STORED DATA —
________________

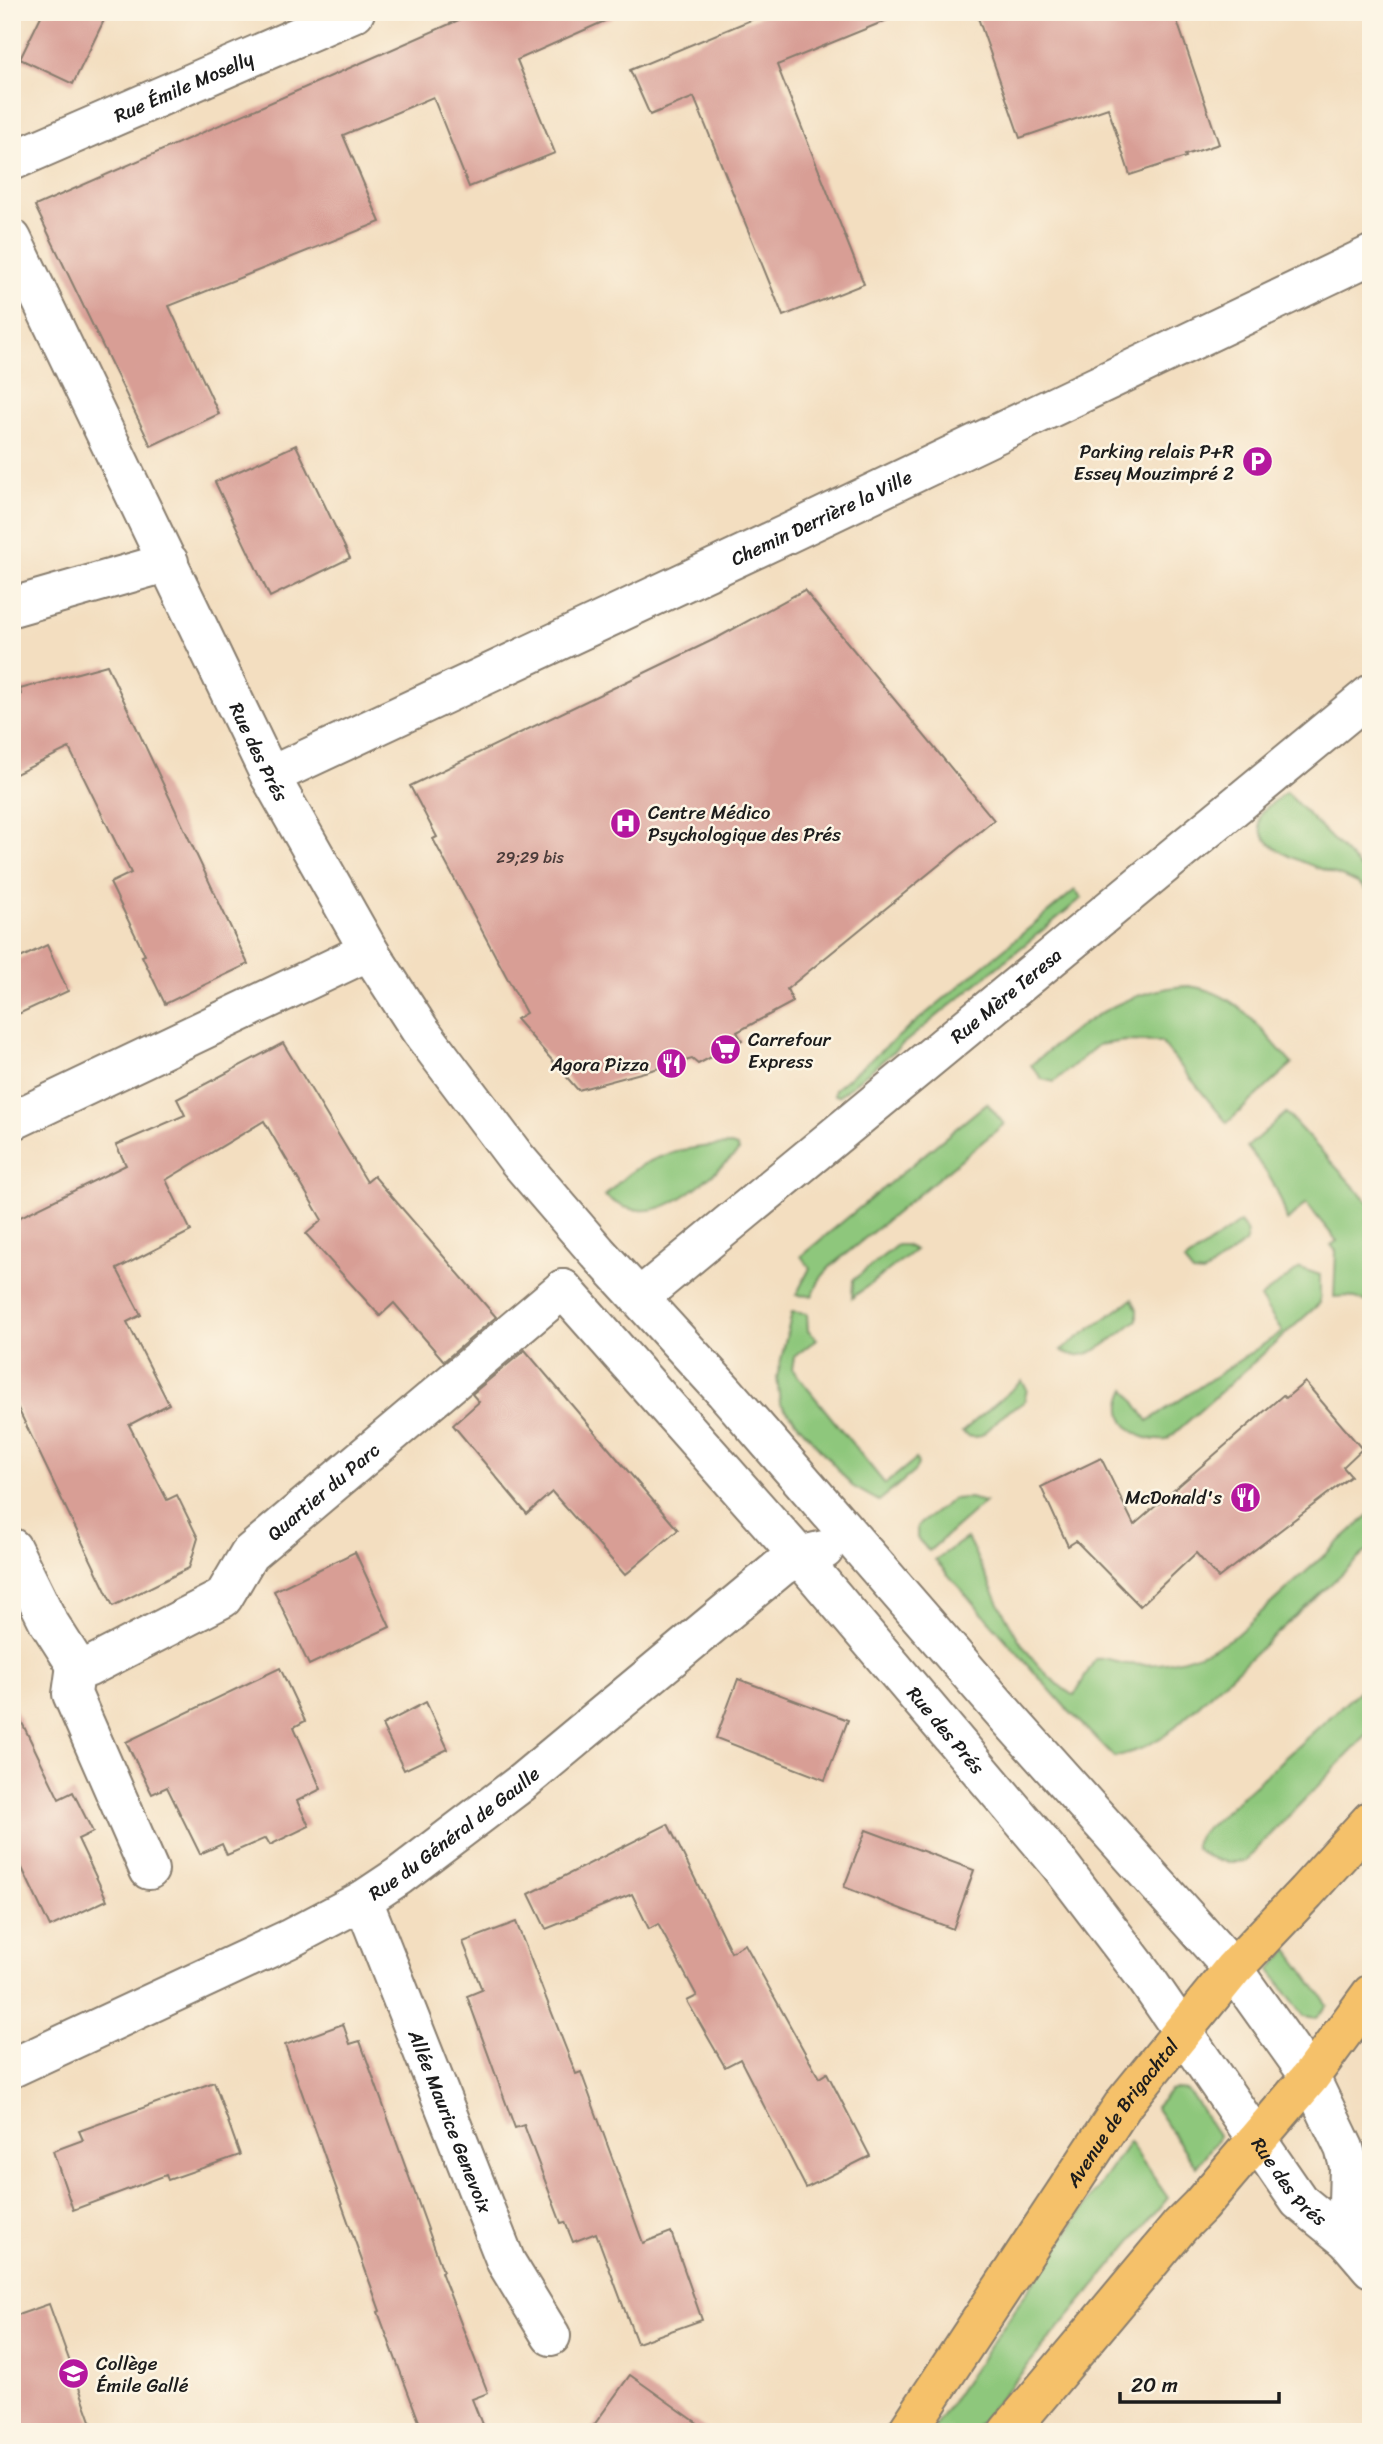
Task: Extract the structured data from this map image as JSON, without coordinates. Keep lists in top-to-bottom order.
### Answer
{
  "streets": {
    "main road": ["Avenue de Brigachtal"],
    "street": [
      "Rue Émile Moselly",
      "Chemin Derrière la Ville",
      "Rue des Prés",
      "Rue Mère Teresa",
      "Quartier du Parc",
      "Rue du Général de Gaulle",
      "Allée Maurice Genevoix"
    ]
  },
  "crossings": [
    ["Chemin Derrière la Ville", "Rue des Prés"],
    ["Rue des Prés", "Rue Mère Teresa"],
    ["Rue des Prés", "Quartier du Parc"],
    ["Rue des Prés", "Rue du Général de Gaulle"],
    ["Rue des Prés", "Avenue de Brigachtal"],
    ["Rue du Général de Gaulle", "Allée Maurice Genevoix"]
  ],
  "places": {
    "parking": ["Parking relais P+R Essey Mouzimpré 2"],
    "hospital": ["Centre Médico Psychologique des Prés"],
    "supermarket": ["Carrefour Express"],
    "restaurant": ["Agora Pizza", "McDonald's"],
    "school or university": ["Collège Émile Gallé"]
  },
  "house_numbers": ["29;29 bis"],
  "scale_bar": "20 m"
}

________________

BRIEF — Restate the material above exactly. Exclude all pictures.

TASK RESPONSE —
Task: Extract the structured data from this map image as JSON, without coordinates. Keep lists in top-to-bottom order.
### Answer
{
  "streets": {
    "main road": ["Avenue de Brigachtal"],
    "street": [
      "Rue Émile Moselly",
      "Chemin Derrière la Ville",
      "Rue des Prés",
      "Rue Mère Teresa",
      "Quartier du Parc",
      "Rue du Général de Gaulle",
      "Allée Maurice Genevoix"
    ]
  },
  "crossings": [
    ["Chemin Derrière la Ville", "Rue des Prés"],
    ["Rue des Prés", "Rue Mère Teresa"],
    ["Rue des Prés", "Quartier du Parc"],
    ["Rue des Prés", "Rue du Général de Gaulle"],
    ["Rue des Prés", "Avenue de Brigachtal"],
    ["Rue du Général de Gaulle", "Allée Maurice Genevoix"]
  ],
  "places": {
    "parking": ["Parking relais P+R Essey Mouzimpré 2"],
    "hospital": ["Centre Médico Psychologique des Prés"],
    "supermarket": ["Carrefour Express"],
    "restaurant": ["Agora Pizza", "McDonald's"],
    "school or university": ["Collège Émile Gallé"]
  },
  "house_numbers": ["29;29 bis"],
  "scale_bar": "20 m"
}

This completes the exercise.